Felices. O, al menos, mucho más felices que la media de los países de nuestro entorno. Así se sienten nuestros estudiantes de quince años de acuerdo con la última publicación del Informe Pisa, un dato que ha pasado relativamente desapercibido. El porcentaje de adolescentes españoles que se declaran a menudo felices es de los más altos del mundo. La proporción de los que dicen estar satisfechos con su vida está por encima de la media de la OCDE, mientras que a nuestros jóvenes de quince años les importa más bien poco lo que otros piensen de ellos cuando suspenden. Este manual de resistencia al fracaso y de celebración de la juventud estaría muy bien si no fuera porque los estudiantes españoles, según PISA, son más alborotadores que la media, y se ausentan en mayor medida de las clases sin justificación. O porque nuestros adolescentes siguen puntuando muy bajo en matemáticas, ciencias y lectura.
No tan felices. Esto es lo que emerge del informe How’s Life in Spain? de la OCDEcuando ampliamos el foco desde los estudiantes de quince años al total de la población española. Los bajos ingresos medios, la desigualdad, la reducida tasa de empleo, la dificultad para acceder a una vivienda, o las deficiencias en habilidades y conocimientos de nuestra población, penalizan la percepción subjetiva de la felicidad hasta situarnos por debajo de la media de la OCDE. No es por aguarles la fiesta a nuestros adolescentes, ni al Ministerio de Educación, que les ha llevado el DJ de la LOMLOE para animarlos más aún, pero sería conveniente que alguien les advirtiera de que la felicidad presente, y más cuando se trata de tiempo dedicado a la educación, no garantiza la felicidad futura.
La felicidad inmediata
Muchos de lo grandes problemas que nos afectan como sociedad tienen relación precisamente con la dificultad para establecer una correcta asociación entre nuestras acciones presentes y sus consecuencias futuras, y más precisamente, con el hecho de ignorar sus consecuencias futuras. Para una niña de corta edad, el futuro no se extiende más allá de los siguientes pocos minutos. Después, no hay nada. Podría decirse que, para la niña, su tasa de descuento del futuro es infinita. Si renunciar a satisfacción presente tiene un coste infinito, a la niña sólo le interesará satisfacer su felicidad inmediata, sin preocuparle nada las consecuencias para el futuro, por muy cercano que parezca.
El problema surge cuando este comportamiento, naturalmente infantil y aparentemente inocente, termina asentándose, como la sombra de una epidemia, en el conjunto de la sociedad, contagiando a sus instituciones, extendiendo su velo negro de buenismo y cortoplacismo por la política, los negocios, la educación o el arte.

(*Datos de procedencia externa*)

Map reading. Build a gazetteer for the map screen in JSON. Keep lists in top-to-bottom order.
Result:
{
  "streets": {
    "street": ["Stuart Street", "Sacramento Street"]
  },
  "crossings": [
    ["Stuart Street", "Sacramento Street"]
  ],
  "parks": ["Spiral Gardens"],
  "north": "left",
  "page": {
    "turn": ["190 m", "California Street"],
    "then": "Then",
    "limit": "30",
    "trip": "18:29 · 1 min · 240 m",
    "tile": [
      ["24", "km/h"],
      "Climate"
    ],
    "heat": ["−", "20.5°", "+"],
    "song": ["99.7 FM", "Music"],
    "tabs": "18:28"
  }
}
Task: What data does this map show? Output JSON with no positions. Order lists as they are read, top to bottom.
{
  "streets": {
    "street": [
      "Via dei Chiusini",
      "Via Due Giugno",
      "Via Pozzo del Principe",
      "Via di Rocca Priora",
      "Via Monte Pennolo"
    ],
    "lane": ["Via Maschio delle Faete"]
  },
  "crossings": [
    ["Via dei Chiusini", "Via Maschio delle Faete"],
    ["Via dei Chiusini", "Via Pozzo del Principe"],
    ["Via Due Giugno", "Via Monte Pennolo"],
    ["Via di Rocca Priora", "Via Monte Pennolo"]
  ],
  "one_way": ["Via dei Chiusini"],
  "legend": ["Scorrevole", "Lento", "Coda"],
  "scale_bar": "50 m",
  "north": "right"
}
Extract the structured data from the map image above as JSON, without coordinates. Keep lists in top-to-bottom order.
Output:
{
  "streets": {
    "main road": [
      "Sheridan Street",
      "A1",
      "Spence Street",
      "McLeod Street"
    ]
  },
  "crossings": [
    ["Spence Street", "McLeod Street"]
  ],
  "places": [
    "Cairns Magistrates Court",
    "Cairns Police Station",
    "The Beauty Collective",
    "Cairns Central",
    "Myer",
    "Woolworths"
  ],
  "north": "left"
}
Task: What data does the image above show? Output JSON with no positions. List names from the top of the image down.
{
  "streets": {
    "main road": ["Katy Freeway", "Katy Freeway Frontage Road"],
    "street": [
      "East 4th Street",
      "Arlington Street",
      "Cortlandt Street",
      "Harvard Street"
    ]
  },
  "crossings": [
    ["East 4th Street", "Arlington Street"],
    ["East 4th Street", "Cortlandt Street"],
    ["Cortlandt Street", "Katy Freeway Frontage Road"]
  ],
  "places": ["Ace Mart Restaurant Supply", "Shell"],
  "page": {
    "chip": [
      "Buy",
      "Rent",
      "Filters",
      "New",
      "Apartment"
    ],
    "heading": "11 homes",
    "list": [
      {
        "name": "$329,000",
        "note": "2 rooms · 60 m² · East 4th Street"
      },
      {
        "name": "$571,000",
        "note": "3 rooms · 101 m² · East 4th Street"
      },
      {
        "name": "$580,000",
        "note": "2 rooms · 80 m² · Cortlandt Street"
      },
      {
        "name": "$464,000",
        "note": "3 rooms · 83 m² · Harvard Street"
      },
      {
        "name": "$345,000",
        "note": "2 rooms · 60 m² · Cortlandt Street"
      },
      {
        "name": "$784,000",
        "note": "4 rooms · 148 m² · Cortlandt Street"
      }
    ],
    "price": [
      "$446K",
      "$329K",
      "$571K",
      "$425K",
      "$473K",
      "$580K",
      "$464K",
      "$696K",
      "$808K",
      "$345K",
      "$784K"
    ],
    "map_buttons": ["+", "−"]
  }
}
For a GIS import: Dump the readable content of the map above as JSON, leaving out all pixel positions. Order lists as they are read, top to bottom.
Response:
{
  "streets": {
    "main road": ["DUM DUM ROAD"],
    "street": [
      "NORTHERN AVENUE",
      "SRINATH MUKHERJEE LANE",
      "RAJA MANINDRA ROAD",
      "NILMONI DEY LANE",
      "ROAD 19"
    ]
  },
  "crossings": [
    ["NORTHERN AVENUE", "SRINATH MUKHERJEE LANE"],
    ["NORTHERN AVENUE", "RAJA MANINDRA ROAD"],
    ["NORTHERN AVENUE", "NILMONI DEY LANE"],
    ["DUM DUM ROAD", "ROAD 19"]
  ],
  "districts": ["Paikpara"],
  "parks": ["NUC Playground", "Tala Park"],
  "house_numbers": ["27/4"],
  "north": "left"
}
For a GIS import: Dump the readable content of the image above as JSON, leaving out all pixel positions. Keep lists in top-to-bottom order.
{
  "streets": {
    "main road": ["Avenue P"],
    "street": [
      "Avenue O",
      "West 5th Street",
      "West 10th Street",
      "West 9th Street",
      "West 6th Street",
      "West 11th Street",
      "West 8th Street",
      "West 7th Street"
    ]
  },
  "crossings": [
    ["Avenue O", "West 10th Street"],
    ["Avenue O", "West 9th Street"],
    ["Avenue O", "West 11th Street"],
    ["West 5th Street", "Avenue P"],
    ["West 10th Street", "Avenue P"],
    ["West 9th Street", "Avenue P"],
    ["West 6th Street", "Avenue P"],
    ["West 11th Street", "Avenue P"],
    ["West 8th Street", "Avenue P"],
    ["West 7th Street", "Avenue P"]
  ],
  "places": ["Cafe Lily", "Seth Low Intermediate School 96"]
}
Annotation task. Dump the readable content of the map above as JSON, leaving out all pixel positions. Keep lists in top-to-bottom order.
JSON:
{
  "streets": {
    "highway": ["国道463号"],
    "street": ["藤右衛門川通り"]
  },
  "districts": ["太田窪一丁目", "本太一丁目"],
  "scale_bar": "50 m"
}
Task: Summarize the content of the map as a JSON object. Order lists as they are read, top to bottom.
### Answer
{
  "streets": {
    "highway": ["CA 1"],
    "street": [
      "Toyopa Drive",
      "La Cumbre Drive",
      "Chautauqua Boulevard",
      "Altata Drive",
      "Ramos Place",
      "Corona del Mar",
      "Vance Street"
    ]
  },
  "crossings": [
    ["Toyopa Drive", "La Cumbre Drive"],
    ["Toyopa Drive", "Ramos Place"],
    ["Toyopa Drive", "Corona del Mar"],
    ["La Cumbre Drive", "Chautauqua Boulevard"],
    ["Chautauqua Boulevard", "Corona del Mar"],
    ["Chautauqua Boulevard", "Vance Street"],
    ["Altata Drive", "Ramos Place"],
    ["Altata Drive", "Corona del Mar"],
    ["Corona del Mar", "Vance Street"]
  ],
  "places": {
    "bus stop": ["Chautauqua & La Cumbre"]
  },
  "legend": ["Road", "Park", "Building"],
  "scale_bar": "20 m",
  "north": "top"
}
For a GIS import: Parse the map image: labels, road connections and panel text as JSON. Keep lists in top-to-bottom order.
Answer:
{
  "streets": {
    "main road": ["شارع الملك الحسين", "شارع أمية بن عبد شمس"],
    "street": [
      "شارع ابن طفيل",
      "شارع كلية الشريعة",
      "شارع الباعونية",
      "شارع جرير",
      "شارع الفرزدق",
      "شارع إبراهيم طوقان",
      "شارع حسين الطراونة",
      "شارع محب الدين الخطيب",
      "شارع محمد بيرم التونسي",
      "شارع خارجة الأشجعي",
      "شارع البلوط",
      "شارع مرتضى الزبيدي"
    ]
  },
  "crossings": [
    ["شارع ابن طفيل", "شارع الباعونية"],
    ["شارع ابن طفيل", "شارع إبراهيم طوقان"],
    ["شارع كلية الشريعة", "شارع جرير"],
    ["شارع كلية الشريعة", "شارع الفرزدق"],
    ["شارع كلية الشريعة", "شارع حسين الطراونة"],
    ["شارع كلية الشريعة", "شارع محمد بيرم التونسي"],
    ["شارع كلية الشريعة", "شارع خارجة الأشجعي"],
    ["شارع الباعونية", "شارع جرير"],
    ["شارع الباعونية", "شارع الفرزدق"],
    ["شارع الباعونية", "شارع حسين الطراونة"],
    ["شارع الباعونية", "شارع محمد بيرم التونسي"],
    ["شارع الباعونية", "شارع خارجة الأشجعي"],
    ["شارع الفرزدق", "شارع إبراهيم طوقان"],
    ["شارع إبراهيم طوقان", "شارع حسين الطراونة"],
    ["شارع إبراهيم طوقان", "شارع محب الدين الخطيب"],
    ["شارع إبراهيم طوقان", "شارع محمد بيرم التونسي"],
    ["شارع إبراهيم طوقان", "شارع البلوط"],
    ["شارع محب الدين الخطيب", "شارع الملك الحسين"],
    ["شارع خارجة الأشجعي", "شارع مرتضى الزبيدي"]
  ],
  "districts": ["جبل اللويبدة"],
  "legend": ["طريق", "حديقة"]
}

En la sociedad enferma de impaciencia, los políticos compiten por la popularidad descontando con fuerza el futuro para prometernos una felicidad en un presente infinito. Lo contrario los condenaría a convertirse en estadistas errantes sin comprensión o reconocimiento. Lo vemos en la educación, también en la Universidad, donde a los profesores nos evalúan según la felicidad presente de nuestros estudiantes, no la futura. Lo hemos visto en las pensiones, cuando las reformas consisten en sacrificar kilos de felicidad futura por unos gramos de felicidad presente. Y lo veremos en la lucha contra el cambio climático cuando, pese al Gretathunberguismo que hoy abanderamos, mañana nos echemos a la calle con nuestros chalecos amarillos a reclamar nuestra dosis de felicidad instantánea en un mundo todavía azul. Y es que vamos a morir de felicidad.